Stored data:

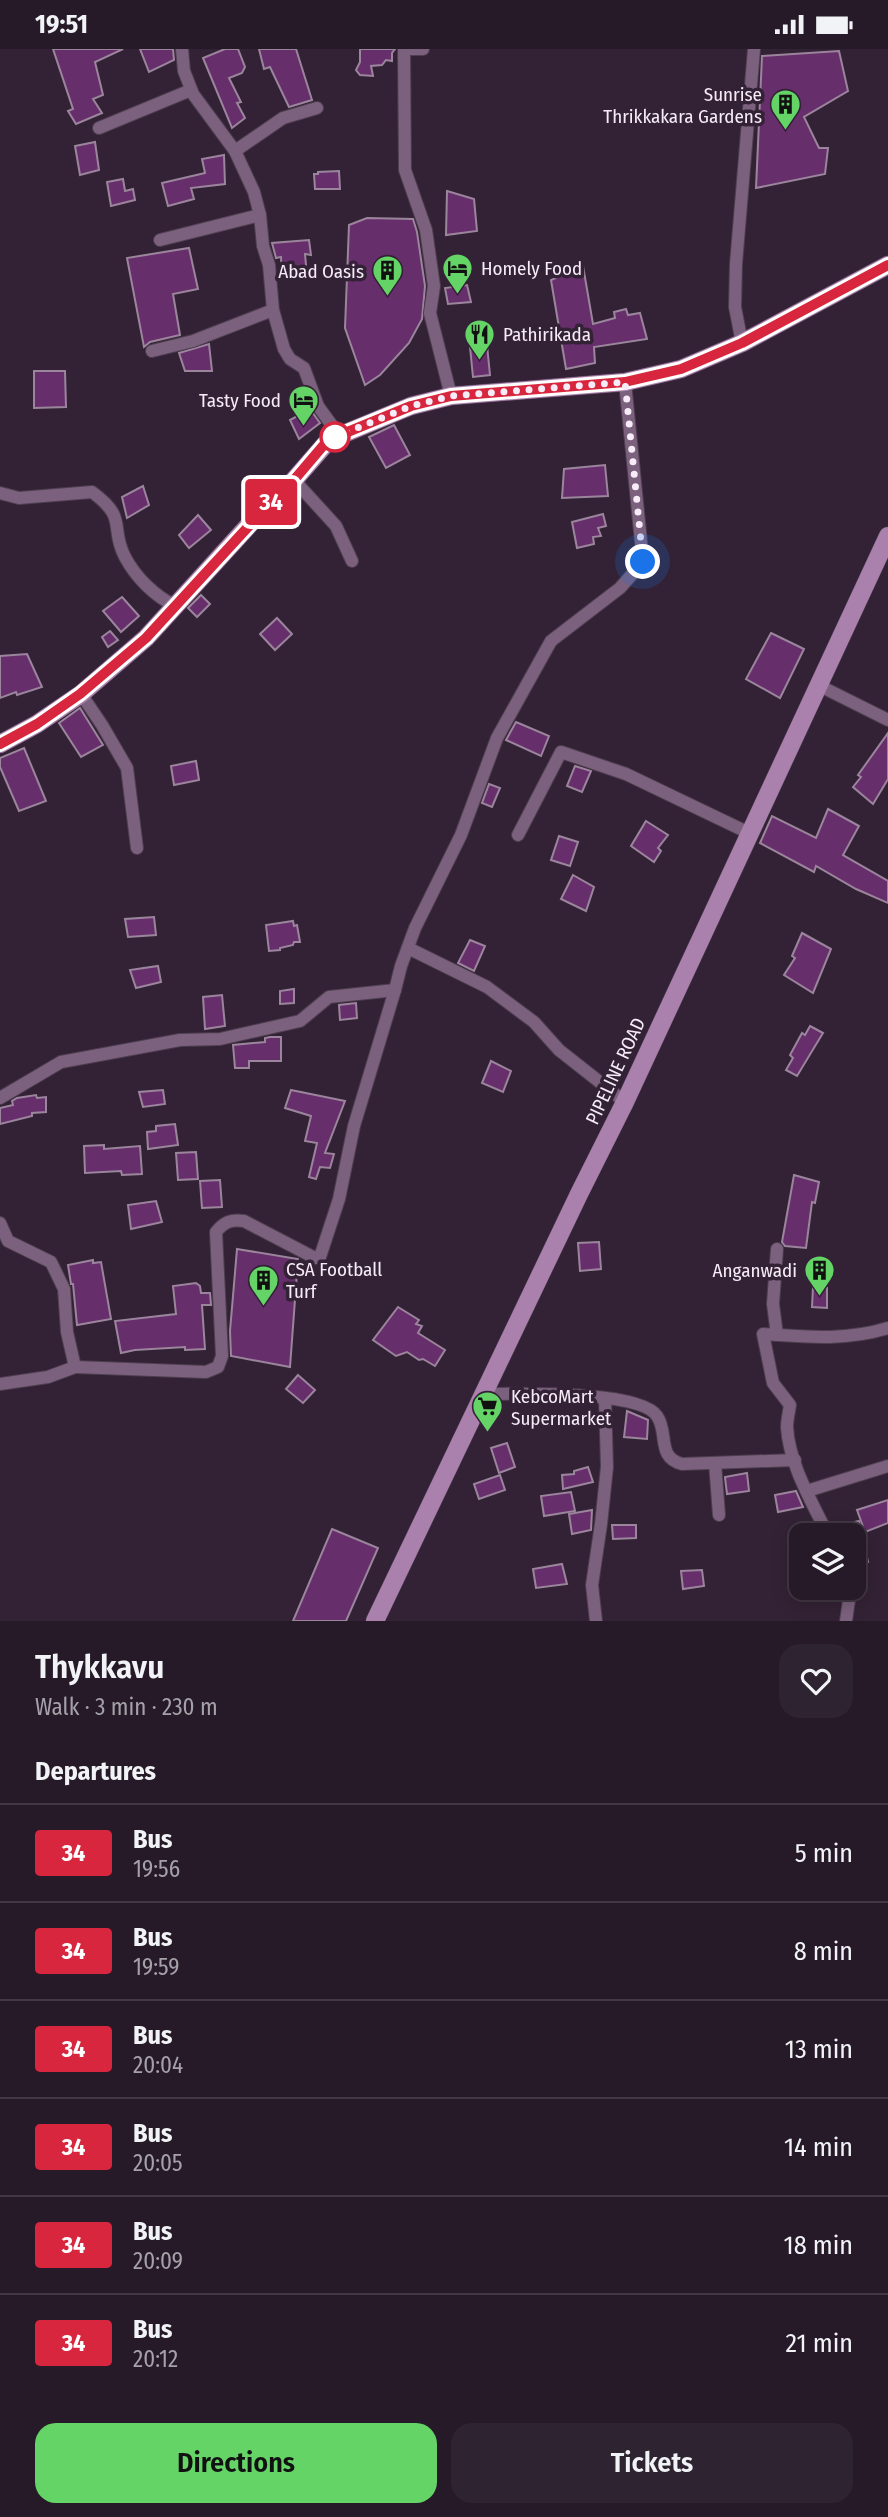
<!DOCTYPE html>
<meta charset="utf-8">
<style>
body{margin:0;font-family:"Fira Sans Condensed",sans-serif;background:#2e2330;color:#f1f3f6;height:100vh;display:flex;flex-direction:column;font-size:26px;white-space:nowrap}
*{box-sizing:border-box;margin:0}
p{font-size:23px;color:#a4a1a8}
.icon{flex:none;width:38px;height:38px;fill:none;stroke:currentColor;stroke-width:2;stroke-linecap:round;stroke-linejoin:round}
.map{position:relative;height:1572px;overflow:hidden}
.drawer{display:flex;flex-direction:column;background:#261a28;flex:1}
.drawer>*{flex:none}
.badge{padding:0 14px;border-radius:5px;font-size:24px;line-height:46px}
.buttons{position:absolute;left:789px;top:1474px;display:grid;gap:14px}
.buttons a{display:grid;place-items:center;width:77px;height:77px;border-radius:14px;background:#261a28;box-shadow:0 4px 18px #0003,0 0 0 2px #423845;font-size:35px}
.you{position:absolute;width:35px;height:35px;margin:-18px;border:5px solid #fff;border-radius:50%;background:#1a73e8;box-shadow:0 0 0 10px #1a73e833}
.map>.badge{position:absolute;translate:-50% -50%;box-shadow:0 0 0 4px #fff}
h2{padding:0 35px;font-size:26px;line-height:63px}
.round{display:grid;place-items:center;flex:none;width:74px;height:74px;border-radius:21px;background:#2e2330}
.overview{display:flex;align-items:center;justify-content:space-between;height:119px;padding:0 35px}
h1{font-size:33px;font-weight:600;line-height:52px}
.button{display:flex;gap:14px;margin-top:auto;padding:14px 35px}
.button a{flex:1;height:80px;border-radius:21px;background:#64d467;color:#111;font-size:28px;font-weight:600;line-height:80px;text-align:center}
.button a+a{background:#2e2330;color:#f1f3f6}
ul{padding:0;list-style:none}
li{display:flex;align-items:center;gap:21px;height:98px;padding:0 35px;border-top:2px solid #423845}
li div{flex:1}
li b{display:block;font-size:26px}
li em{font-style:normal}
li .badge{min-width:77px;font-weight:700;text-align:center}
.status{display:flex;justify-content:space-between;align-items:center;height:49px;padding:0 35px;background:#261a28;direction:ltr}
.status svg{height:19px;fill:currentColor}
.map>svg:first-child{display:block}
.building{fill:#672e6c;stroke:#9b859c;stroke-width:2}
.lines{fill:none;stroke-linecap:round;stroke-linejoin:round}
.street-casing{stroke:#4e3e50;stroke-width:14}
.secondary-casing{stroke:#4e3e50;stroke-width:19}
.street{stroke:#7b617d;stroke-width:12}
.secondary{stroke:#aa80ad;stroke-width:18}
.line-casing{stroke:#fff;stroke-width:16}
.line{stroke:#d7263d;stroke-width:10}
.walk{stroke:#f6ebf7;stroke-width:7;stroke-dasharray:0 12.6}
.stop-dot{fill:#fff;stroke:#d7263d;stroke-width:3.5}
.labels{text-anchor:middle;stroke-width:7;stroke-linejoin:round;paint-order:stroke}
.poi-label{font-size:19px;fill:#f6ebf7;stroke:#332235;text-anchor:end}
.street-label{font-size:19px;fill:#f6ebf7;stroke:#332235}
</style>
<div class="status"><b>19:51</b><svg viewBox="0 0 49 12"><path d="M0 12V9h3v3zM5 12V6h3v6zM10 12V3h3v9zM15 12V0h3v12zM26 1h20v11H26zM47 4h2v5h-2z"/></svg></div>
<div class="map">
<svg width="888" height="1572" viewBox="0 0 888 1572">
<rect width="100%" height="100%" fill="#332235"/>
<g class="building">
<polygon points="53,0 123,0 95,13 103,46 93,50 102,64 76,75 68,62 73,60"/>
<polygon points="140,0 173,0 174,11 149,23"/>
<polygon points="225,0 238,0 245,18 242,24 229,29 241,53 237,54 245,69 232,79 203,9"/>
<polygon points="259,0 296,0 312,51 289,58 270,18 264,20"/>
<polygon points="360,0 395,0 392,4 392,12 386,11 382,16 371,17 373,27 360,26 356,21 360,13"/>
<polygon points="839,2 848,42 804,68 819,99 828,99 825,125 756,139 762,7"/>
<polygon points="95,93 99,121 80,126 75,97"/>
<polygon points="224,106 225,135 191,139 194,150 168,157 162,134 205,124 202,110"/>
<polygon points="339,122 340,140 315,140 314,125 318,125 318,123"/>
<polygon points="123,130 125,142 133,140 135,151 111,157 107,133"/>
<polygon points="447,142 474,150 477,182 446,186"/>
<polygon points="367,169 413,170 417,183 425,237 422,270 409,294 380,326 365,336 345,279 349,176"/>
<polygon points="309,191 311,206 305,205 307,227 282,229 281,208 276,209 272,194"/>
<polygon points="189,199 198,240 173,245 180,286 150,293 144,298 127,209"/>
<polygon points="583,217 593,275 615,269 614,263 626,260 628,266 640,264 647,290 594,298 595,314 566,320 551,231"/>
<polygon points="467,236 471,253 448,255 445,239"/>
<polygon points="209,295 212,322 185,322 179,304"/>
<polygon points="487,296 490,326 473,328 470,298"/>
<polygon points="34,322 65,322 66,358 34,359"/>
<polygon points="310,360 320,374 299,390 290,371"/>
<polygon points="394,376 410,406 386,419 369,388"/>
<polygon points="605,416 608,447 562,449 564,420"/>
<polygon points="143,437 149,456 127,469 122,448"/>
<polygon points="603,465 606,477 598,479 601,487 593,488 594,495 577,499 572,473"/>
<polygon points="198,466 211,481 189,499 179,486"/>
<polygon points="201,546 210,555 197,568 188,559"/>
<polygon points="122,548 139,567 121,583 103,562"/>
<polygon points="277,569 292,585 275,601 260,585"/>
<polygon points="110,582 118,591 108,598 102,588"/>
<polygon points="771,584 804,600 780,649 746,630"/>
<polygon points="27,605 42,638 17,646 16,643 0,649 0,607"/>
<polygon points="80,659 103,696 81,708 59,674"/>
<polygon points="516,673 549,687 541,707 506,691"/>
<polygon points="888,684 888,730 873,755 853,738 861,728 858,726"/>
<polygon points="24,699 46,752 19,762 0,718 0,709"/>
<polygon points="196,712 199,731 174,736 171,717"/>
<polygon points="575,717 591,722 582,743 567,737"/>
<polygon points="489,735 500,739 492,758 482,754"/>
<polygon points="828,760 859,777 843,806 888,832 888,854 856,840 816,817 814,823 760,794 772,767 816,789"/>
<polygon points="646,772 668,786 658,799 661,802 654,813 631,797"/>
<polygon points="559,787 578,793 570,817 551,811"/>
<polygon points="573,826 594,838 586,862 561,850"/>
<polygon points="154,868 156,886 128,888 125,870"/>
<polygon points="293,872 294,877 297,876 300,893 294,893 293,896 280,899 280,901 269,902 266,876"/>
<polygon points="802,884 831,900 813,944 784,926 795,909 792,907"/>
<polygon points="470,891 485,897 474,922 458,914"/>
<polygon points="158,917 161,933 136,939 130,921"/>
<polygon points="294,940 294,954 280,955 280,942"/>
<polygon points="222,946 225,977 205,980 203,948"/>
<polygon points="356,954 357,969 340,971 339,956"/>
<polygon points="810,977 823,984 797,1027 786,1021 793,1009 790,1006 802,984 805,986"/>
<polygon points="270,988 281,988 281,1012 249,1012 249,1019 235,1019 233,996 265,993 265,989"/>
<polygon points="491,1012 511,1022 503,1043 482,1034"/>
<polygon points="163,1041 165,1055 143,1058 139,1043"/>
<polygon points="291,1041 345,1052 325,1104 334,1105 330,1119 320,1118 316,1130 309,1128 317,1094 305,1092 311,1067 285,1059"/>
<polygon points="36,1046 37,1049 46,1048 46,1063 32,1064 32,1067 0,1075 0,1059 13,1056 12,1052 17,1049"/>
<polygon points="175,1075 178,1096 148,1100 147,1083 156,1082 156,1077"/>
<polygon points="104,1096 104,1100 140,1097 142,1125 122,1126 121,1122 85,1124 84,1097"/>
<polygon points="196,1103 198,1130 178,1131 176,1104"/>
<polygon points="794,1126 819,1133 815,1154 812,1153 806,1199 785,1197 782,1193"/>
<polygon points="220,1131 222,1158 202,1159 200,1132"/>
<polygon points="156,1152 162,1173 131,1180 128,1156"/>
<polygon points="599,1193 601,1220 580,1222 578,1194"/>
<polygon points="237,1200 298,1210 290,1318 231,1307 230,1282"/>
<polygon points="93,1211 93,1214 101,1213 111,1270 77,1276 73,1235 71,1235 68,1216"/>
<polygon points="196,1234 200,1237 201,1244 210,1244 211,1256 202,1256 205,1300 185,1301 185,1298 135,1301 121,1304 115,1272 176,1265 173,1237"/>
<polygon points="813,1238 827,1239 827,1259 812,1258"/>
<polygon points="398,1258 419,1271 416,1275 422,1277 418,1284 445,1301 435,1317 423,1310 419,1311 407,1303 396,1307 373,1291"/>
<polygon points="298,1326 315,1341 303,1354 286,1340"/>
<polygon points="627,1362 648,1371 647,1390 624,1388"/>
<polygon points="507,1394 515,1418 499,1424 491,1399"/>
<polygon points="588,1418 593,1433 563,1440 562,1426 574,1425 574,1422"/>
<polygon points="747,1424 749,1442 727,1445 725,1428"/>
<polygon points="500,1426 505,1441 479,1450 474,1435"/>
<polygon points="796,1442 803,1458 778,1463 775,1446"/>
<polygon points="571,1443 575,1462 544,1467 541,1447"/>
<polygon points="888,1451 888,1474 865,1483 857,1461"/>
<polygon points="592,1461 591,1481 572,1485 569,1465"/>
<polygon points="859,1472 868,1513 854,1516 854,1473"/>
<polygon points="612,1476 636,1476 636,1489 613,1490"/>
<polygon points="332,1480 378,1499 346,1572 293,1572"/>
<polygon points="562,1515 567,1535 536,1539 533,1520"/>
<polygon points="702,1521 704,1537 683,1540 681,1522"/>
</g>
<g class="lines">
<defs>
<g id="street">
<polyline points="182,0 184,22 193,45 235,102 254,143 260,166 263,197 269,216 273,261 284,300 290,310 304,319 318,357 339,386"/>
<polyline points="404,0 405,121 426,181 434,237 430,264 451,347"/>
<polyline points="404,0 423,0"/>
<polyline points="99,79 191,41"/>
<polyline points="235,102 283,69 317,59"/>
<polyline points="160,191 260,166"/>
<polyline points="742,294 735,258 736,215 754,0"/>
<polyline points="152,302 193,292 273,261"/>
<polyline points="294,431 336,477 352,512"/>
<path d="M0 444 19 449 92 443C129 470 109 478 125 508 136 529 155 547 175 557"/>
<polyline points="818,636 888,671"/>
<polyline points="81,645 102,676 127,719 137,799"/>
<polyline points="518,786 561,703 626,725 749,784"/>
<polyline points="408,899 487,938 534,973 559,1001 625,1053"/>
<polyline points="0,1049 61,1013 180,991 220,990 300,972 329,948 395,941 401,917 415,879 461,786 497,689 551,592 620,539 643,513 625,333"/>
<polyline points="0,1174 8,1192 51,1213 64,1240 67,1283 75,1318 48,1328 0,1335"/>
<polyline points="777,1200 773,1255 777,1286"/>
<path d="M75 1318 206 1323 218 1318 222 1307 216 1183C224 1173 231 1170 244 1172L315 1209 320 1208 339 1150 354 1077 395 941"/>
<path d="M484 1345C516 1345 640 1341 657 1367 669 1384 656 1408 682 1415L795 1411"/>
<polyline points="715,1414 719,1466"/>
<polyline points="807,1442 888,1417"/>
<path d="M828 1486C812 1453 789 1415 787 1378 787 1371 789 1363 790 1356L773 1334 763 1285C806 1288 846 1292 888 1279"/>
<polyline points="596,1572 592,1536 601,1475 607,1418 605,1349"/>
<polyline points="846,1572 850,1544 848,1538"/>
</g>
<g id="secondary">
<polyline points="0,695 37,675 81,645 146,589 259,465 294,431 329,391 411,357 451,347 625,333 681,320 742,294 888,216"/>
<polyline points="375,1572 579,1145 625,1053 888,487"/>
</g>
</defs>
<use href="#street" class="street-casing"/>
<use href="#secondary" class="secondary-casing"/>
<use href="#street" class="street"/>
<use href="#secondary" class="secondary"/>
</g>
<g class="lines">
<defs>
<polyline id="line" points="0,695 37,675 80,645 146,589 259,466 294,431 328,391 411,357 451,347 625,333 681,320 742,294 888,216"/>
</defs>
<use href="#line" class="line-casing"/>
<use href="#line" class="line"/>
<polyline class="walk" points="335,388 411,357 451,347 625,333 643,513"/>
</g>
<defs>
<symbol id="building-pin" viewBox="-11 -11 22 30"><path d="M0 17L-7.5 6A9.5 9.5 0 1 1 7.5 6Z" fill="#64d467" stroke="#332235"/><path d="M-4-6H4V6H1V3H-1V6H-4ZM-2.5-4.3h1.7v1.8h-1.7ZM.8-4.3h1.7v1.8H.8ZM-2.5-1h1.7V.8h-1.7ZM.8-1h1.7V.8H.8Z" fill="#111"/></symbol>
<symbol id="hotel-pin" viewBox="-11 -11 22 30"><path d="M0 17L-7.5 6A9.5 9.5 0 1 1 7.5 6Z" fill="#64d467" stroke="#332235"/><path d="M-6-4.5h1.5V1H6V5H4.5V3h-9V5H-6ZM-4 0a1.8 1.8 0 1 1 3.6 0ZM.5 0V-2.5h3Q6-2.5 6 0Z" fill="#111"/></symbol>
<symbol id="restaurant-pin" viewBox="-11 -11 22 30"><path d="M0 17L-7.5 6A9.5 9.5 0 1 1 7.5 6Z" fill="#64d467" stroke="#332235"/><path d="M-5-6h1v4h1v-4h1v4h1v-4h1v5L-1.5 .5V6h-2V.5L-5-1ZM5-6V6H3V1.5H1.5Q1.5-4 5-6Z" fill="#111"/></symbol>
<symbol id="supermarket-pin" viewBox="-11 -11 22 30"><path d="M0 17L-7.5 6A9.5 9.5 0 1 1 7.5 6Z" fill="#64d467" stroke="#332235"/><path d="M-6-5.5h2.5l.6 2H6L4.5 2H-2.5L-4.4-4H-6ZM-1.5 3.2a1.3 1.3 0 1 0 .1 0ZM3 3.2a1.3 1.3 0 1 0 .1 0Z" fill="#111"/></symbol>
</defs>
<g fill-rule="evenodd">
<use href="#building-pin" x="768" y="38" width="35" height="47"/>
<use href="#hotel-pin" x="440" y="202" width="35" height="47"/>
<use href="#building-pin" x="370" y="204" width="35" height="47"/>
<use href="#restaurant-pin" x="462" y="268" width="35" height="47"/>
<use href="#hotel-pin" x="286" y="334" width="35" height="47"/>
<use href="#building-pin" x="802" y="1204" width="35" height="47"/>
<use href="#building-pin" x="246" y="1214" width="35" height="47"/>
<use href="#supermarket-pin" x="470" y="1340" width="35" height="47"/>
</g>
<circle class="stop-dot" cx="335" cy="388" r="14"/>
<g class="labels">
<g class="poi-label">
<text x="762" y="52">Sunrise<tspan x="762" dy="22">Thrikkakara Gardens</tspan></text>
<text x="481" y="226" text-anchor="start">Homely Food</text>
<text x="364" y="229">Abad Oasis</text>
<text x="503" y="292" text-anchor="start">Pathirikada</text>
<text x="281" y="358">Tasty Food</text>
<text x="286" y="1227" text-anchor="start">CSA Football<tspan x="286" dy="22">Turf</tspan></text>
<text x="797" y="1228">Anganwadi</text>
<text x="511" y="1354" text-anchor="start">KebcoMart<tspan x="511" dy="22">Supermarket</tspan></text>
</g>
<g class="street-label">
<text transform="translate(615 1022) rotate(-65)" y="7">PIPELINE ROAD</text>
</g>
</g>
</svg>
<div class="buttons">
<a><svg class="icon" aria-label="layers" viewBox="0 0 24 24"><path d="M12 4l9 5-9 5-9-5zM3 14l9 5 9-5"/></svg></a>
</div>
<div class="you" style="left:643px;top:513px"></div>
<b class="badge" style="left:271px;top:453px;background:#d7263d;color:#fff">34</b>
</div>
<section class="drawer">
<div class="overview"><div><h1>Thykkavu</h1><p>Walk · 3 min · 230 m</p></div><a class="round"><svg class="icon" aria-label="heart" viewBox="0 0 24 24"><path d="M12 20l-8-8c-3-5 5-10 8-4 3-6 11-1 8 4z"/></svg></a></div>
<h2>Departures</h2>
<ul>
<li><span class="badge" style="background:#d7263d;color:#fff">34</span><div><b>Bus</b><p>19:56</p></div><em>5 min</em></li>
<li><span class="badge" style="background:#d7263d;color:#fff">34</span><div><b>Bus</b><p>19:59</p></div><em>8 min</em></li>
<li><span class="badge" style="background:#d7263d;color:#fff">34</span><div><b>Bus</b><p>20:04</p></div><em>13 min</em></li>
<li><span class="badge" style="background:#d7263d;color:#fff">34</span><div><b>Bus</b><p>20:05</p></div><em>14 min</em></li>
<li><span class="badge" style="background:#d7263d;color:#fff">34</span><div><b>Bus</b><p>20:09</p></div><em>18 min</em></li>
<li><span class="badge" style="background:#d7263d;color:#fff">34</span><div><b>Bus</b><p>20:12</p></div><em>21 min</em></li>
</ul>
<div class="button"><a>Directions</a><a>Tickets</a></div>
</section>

> _Description of the task_
What is asked for is an exact copy of the lines above from the one containing "8,1192 51,1213 64,1240" through the one containing "1486C812 1453 789", and only those.

> _Answer for this exercise_
<polyline points="0,1174 8,1192 51,1213 64,1240 67,1283 75,1318 48,1328 0,1335"/>
<polyline points="777,1200 773,1255 777,1286"/>
<path d="M75 1318 206 1323 218 1318 222 1307 216 1183C224 1173 231 1170 244 1172L315 1209 320 1208 339 1150 354 1077 395 941"/>
<path d="M484 1345C516 1345 640 1341 657 1367 669 1384 656 1408 682 1415L795 1411"/>
<polyline points="715,1414 719,1466"/>
<polyline points="807,1442 888,1417"/>
<path d="M828 1486C812 1453 789 1415 787 1378 787 1371 789 1363 790 1356L773 1334 763 1285C806 1288 846 1292 888 1279"/>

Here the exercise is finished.